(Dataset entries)

=== Section Start ===

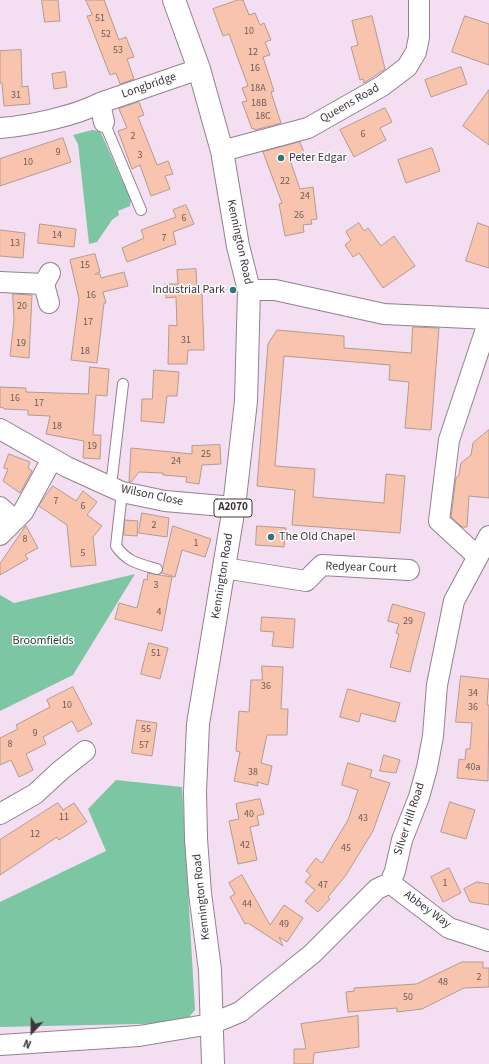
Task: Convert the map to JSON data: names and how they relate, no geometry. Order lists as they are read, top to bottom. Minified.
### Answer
{"streets":{"main road":["Kennington Road","A2070"],"street":["Longbridge","Queens Road","Wilson Close","Redyear Court","Silver Hill Road","Abbey Way"]},"crossings":[["Longbridge","Kennington Road"],["Queens Road","Kennington Road"],["Kennington Road","Wilson Close"],["Kennington Road","Redyear Court"],["Silver Hill Road","Abbey Way"]],"parks":["Broomfields"],"places":["Peter Edgar","Industrial Park","The Old Chapel"],"house_numbers":["51","10","52","53","12","16","18A","31","18B","18C","6","2","9","3","10","22","24","26","6","14","7","13","15","16","20","17","31","19","18","16","17","18","19","25","24","7","6","2","8","1","5","3","4","29","51","36","34","10","36","55","9","8","57","40a","38","40","11","43","12","42","45","1","47","44","49","2","48","50"],"north":"bottom"}
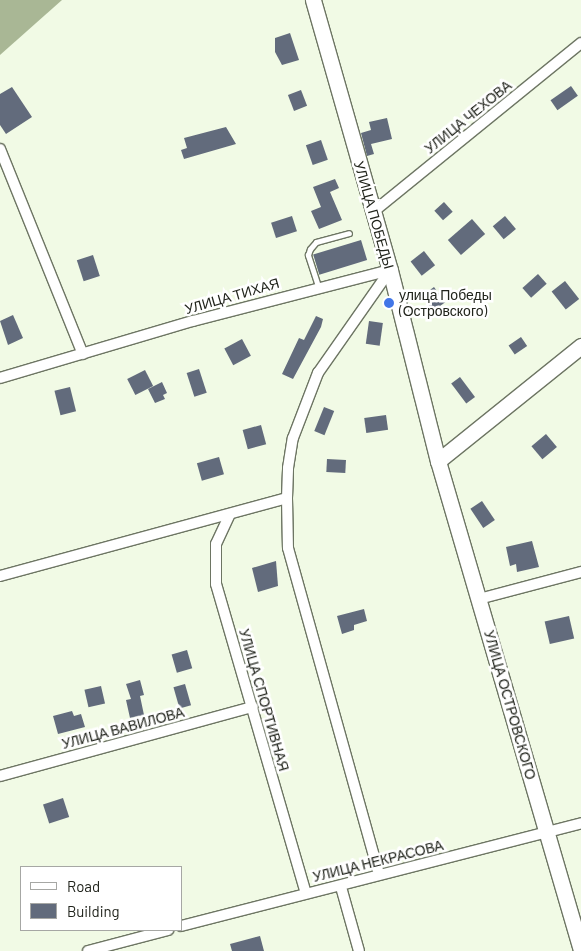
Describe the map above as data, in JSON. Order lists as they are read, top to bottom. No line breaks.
{"streets":{"main road":["УЛИЦА ПОБЕДЫ","УЛИЦА ОСТРОВСКОГО"],"street":["УЛИЦА ЧЕХОВА","УЛИЦА ТИХАЯ","УЛИЦА СПОРТИВНАЯ","УЛИЦА ВАВИЛОВА","УЛИЦА НЕКРАСОВА"]},"crossings":[["УЛИЦА ЧЕХОВА","УЛИЦА ПОБЕДЫ"],["УЛИЦА ПОБЕДЫ","УЛИЦА ТИХАЯ"],["УЛИЦА ПОБЕДЫ","УЛИЦА ОСТРОВСКОГО"],["УЛИЦА СПОРТИВНАЯ","УЛИЦА ВАВИЛОВА"],["УЛИЦА СПОРТИВНАЯ","УЛИЦА НЕКРАСОВА"],["УЛИЦА ОСТРОВСКОГО","УЛИЦА НЕКРАСОВА"]],"places":["улица Победы (Островского)"],"legend":["Road","Building"]}
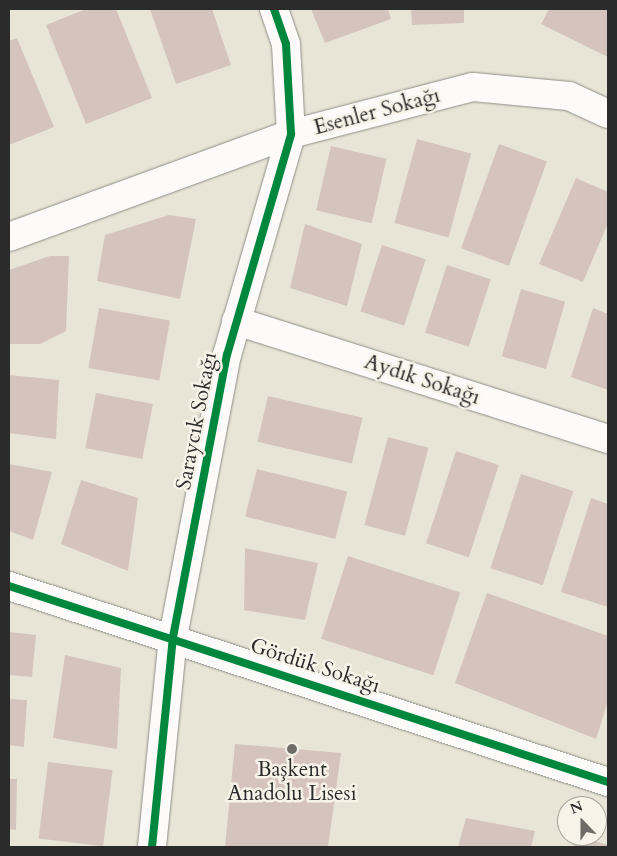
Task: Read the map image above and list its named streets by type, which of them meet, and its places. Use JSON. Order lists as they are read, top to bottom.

=== Section End ===

### Work request
Exact copy, no pictures: set down all the entries again as they stand.

### Problem solution
Task: Convert the map to JSON data: names and how they relate, no geometry. Order lists as they are read, top to bottom. Minified.
### Answer
{"streets":{"main road":["Kennington Road","A2070"],"street":["Longbridge","Queens Road","Wilson Close","Redyear Court","Silver Hill Road","Abbey Way"]},"crossings":[["Longbridge","Kennington Road"],["Queens Road","Kennington Road"],["Kennington Road","Wilson Close"],["Kennington Road","Redyear Court"],["Silver Hill Road","Abbey Way"]],"parks":["Broomfields"],"places":["Peter Edgar","Industrial Park","The Old Chapel"],"house_numbers":["51","10","52","53","12","16","18A","31","18B","18C","6","2","9","3","10","22","24","26","6","14","7","13","15","16","20","17","31","19","18","16","17","18","19","25","24","7","6","2","8","1","5","3","4","29","51","36","34","10","36","55","9","8","57","40a","38","40","11","43","12","42","45","1","47","44","49","2","48","50"],"north":"bottom"}
Describe the map above as data, in JSON. Order lists as they are read, top to bottom. No line breaks.
{"streets":{"main road":["УЛИЦА ПОБЕДЫ","УЛИЦА ОСТРОВСКОГО"],"street":["УЛИЦА ЧЕХОВА","УЛИЦА ТИХАЯ","УЛИЦА СПОРТИВНАЯ","УЛИЦА ВАВИЛОВА","УЛИЦА НЕКРАСОВА"]},"crossings":[["УЛИЦА ЧЕХОВА","УЛИЦА ПОБЕДЫ"],["УЛИЦА ПОБЕДЫ","УЛИЦА ТИХАЯ"],["УЛИЦА ПОБЕДЫ","УЛИЦА ОСТРОВСКОГО"],["УЛИЦА СПОРТИВНАЯ","УЛИЦА ВАВИЛОВА"],["УЛИЦА СПОРТИВНАЯ","УЛИЦА НЕКРАСОВА"],["УЛИЦА ОСТРОВСКОГО","УЛИЦА НЕКРАСОВА"]],"places":["улица Победы (Островского)"],"legend":["Road","Building"]}
Task: Read the map image above and list its named streets by type, which of them meet, and its places. Use JSON. Order lists as they are read, top to bottom.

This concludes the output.